Start of Record extracts

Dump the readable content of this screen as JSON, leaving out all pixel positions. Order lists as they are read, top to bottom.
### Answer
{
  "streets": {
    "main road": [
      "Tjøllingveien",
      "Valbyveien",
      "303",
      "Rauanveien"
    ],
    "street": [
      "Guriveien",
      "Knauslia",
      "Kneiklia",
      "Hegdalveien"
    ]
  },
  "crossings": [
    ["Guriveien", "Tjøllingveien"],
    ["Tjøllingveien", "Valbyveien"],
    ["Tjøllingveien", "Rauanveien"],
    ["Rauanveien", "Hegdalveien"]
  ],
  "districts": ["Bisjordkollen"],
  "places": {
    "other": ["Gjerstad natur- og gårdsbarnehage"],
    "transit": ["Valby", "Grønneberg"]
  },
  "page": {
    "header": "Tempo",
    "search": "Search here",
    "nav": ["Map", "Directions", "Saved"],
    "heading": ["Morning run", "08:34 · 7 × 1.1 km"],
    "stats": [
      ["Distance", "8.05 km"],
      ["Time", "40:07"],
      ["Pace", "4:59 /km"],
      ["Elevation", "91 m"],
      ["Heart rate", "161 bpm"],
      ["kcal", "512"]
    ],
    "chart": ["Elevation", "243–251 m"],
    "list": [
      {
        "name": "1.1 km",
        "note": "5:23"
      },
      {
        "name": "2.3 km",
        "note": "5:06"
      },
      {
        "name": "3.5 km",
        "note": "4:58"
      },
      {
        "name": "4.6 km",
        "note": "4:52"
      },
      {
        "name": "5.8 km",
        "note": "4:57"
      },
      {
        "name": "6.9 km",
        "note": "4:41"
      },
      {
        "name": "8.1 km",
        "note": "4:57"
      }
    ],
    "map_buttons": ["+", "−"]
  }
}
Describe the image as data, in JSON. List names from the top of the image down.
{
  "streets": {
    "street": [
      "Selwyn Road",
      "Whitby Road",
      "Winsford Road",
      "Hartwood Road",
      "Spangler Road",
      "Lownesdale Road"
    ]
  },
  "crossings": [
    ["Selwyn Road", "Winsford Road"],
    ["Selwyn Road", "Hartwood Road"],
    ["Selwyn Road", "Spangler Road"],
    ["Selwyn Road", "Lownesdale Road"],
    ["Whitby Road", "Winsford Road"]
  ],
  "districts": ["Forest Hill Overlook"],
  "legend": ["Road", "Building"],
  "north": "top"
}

End of Record extracts

Instructions for the task:
Print out all the entries precisely as written.

Result of this task:
Dump the readable content of this screen as JSON, leaving out all pixel positions. Order lists as they are read, top to bottom.
### Answer
{
  "streets": {
    "main road": [
      "Tjøllingveien",
      "Valbyveien",
      "303",
      "Rauanveien"
    ],
    "street": [
      "Guriveien",
      "Knauslia",
      "Kneiklia",
      "Hegdalveien"
    ]
  },
  "crossings": [
    ["Guriveien", "Tjøllingveien"],
    ["Tjøllingveien", "Valbyveien"],
    ["Tjøllingveien", "Rauanveien"],
    ["Rauanveien", "Hegdalveien"]
  ],
  "districts": ["Bisjordkollen"],
  "places": {
    "other": ["Gjerstad natur- og gårdsbarnehage"],
    "transit": ["Valby", "Grønneberg"]
  },
  "page": {
    "header": "Tempo",
    "search": "Search here",
    "nav": ["Map", "Directions", "Saved"],
    "heading": ["Morning run", "08:34 · 7 × 1.1 km"],
    "stats": [
      ["Distance", "8.05 km"],
      ["Time", "40:07"],
      ["Pace", "4:59 /km"],
      ["Elevation", "91 m"],
      ["Heart rate", "161 bpm"],
      ["kcal", "512"]
    ],
    "chart": ["Elevation", "243–251 m"],
    "list": [
      {
        "name": "1.1 km",
        "note": "5:23"
      },
      {
        "name": "2.3 km",
        "note": "5:06"
      },
      {
        "name": "3.5 km",
        "note": "4:58"
      },
      {
        "name": "4.6 km",
        "note": "4:52"
      },
      {
        "name": "5.8 km",
        "note": "4:57"
      },
      {
        "name": "6.9 km",
        "note": "4:41"
      },
      {
        "name": "8.1 km",
        "note": "4:57"
      }
    ],
    "map_buttons": ["+", "−"]
  }
}
Describe the image as data, in JSON. List names from the top of the image down.
{
  "streets": {
    "street": [
      "Selwyn Road",
      "Whitby Road",
      "Winsford Road",
      "Hartwood Road",
      "Spangler Road",
      "Lownesdale Road"
    ]
  },
  "crossings": [
    ["Selwyn Road", "Winsford Road"],
    ["Selwyn Road", "Hartwood Road"],
    ["Selwyn Road", "Spangler Road"],
    ["Selwyn Road", "Lownesdale Road"],
    ["Whitby Road", "Winsford Road"]
  ],
  "districts": ["Forest Hill Overlook"],
  "legend": ["Road", "Building"],
  "north": "top"
}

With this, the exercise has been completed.